Tunable Free-electron X-ray Radiation from van der Waals Materials – A Spiritual Insight


In a recent publication in the journal of Nature Photonics, [1] researchers have developed a technology that allows for X-ray emission from free electrons impinging on a van der Waals material. This new finding may enable more precise radiation sources that could lead to breakthroughs in medical imaging and other areas. The current X-ray emission technology is large, expensive, and cumbersome. The new material allows for controlled radiation release with a narrow spectrum that can be tuned allowing for higher resolution at a lower energy level. This new technology could actually lead to breakthroughs in a variety of fields, including in the analysis of chemicals, solid state materials, biological materials, medical imaging, security screening, and other areas that have need for higher accuracy and precision in X-ray sources.

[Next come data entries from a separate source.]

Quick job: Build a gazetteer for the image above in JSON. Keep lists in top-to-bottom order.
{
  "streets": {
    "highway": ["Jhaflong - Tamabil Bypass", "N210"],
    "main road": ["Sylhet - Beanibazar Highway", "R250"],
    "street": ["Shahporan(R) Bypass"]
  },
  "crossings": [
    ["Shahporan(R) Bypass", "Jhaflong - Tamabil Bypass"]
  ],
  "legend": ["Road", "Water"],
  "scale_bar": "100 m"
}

  1. Michael Shentcis et al., “Tunable free-electron X-ray radiation from van der Waals materials,” Nature Photonics (2020). DOI: 10.1038/s41566-020-0689-7

The research paper reports the experimental observation of a proof of concept from theoretical models in regards to this technology. The researchers had published a series of theoretical papers describing how two dimensional materials are able to create X-rays. These papers which are cited in the present paper [1] led to the beginning of their studying X-ray sources based on the unique physics of two-dimensional materials. Based upon this theoretical work, they were able to manufacture a two-dimensional heterostructure and observe how electrons impinging on the structures can emit X-rays. 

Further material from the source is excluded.